Repeat exactly, and only, the lines running from the one that holds "M 454,314 L 541,326 L 533,383 L 446,371 Z" to the end of the records.

--- START ---

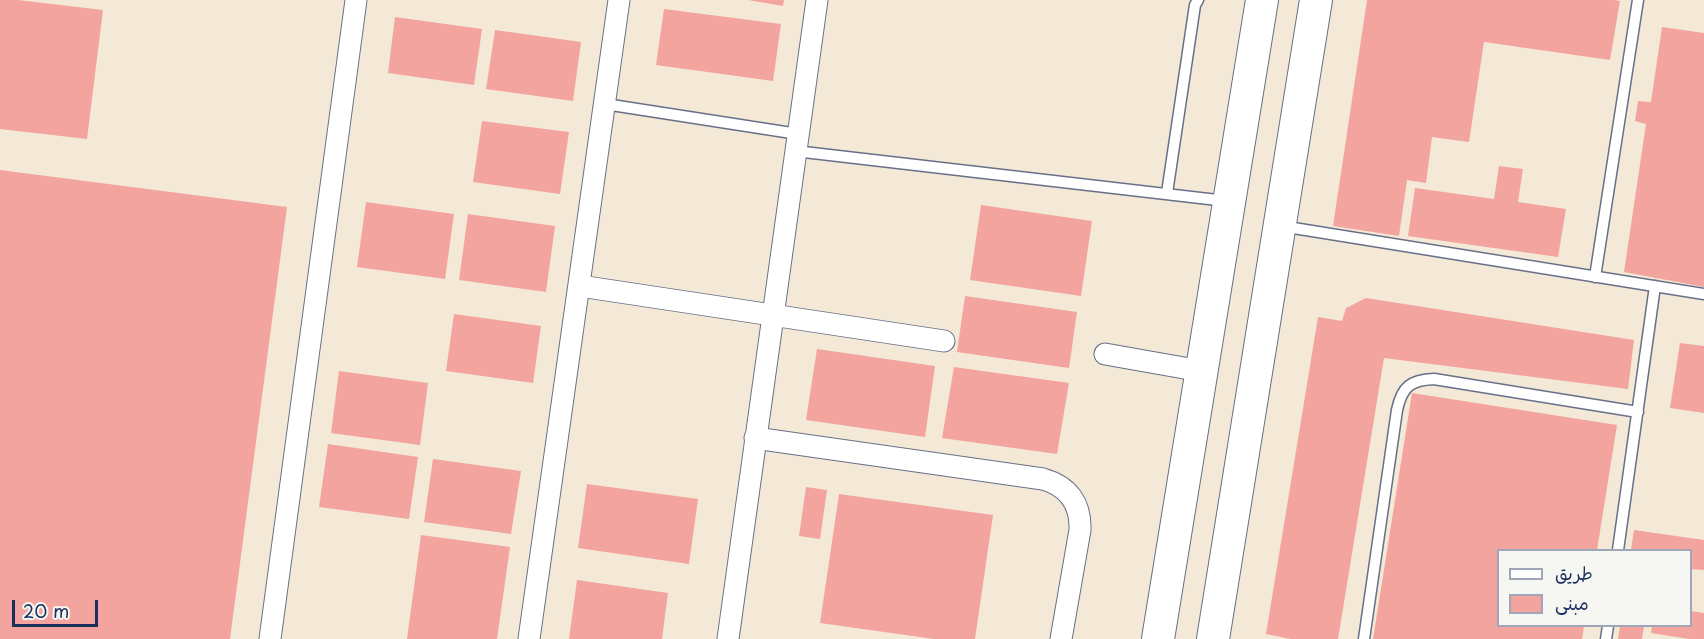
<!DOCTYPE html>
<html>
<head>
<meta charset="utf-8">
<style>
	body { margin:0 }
	#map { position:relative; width:1704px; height:639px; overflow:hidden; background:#f4e9d7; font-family:"Playpen Sans","Playpen Sans Arabic",sans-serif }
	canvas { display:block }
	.legend { position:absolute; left:1497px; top:549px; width:195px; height:78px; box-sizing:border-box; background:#f6f6f2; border:2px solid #9ea6b7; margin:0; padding:8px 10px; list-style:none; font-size:18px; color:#1b2f5e }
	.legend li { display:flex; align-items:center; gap:12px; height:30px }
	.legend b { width:30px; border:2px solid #9ea6b7 }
	.scale { position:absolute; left:12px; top:600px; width:86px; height:27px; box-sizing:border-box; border:3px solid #1b2f5e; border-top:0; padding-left:8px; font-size:18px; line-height:21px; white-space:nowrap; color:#1b2f5e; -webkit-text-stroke:4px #f6f6f2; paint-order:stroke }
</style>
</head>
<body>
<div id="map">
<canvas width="1704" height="639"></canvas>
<ul class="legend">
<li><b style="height:8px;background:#fff"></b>طريق</li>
<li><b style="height:16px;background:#f3a49e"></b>مبنى</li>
</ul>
<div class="scale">20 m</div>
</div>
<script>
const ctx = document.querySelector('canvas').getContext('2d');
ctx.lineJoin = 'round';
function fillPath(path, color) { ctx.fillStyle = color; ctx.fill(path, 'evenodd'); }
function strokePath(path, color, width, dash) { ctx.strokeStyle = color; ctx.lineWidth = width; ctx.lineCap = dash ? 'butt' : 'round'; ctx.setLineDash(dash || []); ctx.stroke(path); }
fillPath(new Path2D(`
	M 0,0 L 18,0 L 103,10 L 87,139 L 0,129 Z
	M 748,0 L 784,0 L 783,6 Z
	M 1367,0 L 1614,0 L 1620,1 L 1610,60 L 1484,42 L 1469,142 L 1432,137 L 1426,183 L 1407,180 L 1399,236 L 1333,226 Z
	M 664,9 L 781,24 L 773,81 L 656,65 Z
	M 395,17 L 482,29 L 474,85 L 388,73 Z
	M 1662,27 L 1704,33 L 1704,287 L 1624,272 L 1646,124 L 1635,121 L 1638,101 L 1651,102 Z
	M 495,30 L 581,42 L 573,101 L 486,89 Z
	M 482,121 L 569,132 L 560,194 L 473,182 Z
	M 1499,166 L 1523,169 L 1518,202 L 1566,209 L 1558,257 L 1408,236 L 1415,188 L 1494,199 Z
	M 0,170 L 287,207 L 230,639 L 0,639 Z
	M 366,202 L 454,214 L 445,279 L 357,267 Z
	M 981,205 L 1092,221 L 1081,296 L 970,280 Z
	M 468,214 L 555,226 L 546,292 L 459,280 Z
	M 965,296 L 1077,312 L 1069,368 L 957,352 Z
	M 1366,298 L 1634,340 L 1628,389 L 1384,358 L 1338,639 L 1290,639 L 1266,634 L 1318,317 L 1342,321 L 1346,308 Z
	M 454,314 L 541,326 L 533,383 L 446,371 Z
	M 1680,343 L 1704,346 L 1704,413 L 1670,408 Z
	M 817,349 L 935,366 L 925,437 L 806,420 Z
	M 954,367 L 1069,383 L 1057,454 L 942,438 Z
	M 339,371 L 428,383 L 420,445 L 331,433 Z
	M 1412,393 L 1617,425 L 1597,550 L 1498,550 L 1498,626 L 1584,626 L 1582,639 L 1373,639 Z
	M 328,444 L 418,457 L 409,519 L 319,507 Z
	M 433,459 L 521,471 L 511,534 L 424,522 Z
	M 587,484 L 698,499 L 689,564 L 578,548 Z
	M 806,487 L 827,490 L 820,539 L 799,536 Z
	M 839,494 L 993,515 L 975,639 L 934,639 L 820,623 Z
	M 1634,530 L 1704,540 L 1704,570 L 1690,569 L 1690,550 L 1631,550 Z
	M 421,535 L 510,547 L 497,639 L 407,639 Z
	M 577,580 L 668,593 L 662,639 L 569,639 Z
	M 1690,611 L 1704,613 L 1704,639 L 1689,639 L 1651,633 L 1652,626 L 1690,626 Z
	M 1620,626 L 1644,626 L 1642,639 L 1618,639 Z`), '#f3a49e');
const lane = new Path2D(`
	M 605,104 L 798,134
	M 795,151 L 1226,201
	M 1167,193 L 1195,5 L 1198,0
	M 1281,226 L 1704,294
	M 1595,277 L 1638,0
	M 1618,550 L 1655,286
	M 1364,639 L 1397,410 C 1402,387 1410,380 1434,379 L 1638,412
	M 1606,639 L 1608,626`);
const street = new Path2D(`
	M 580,286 L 944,341
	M 1105,354 L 1201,371
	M 755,438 L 1043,479 C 1068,486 1081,503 1080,530 L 1061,639
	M 270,639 L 356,0
	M 529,639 L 619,0
	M 728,639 L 817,0`);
const secondary = new Path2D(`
	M 1158,639 L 1262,0
	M 1213,639 L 1316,0`);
strokePath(lane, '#677088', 13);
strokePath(street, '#677088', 23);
strokePath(secondary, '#677088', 34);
strokePath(lane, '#fff', 10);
strokePath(street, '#fff', 21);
strokePath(secondary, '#fff', 32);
</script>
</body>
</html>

--- END ---

### Answer box
	M 454,314 L 541,326 L 533,383 L 446,371 Z
	M 1680,343 L 1704,346 L 1704,413 L 1670,408 Z
	M 817,349 L 935,366 L 925,437 L 806,420 Z
	M 954,367 L 1069,383 L 1057,454 L 942,438 Z
	M 339,371 L 428,383 L 420,445 L 331,433 Z
	M 1412,393 L 1617,425 L 1597,550 L 1498,550 L 1498,626 L 1584,626 L 1582,639 L 1373,639 Z
	M 328,444 L 418,457 L 409,519 L 319,507 Z
	M 433,459 L 521,471 L 511,534 L 424,522 Z
	M 587,484 L 698,499 L 689,564 L 578,548 Z
	M 806,487 L 827,490 L 820,539 L 799,536 Z
	M 839,494 L 993,515 L 975,639 L 934,639 L 820,623 Z
	M 1634,530 L 1704,540 L 1704,570 L 1690,569 L 1690,550 L 1631,550 Z
	M 421,535 L 510,547 L 497,639 L 407,639 Z
	M 577,580 L 668,593 L 662,639 L 569,639 Z
	M 1690,611 L 1704,613 L 1704,639 L 1689,639 L 1651,633 L 1652,626 L 1690,626 Z
	M 1620,626 L 1644,626 L 1642,639 L 1618,639 Z`), '#f3a49e');
const lane = new Path2D(`
	M 605,104 L 798,134
	M 795,151 L 1226,201
	M 1167,193 L 1195,5 L 1198,0
	M 1281,226 L 1704,294
	M 1595,277 L 1638,0
	M 1618,550 L 1655,286
	M 1364,639 L 1397,410 C 1402,387 1410,380 1434,379 L 1638,412
	M 1606,639 L 1608,626`);
const street = new Path2D(`
	M 580,286 L 944,341
	M 1105,354 L 1201,371
	M 755,438 L 1043,479 C 1068,486 1081,503 1080,530 L 1061,639
	M 270,639 L 356,0
	M 529,639 L 619,0
	M 728,639 L 817,0`);
const secondary = new Path2D(`
	M 1158,639 L 1262,0
	M 1213,639 L 1316,0`);
strokePath(lane, '#677088', 13);
strokePath(street, '#677088', 23);
strokePath(secondary, '#677088', 34);
strokePath(lane, '#fff', 10);
strokePath(street, '#fff', 21);
strokePath(secondary, '#fff', 32);
</script>
</body>
</html>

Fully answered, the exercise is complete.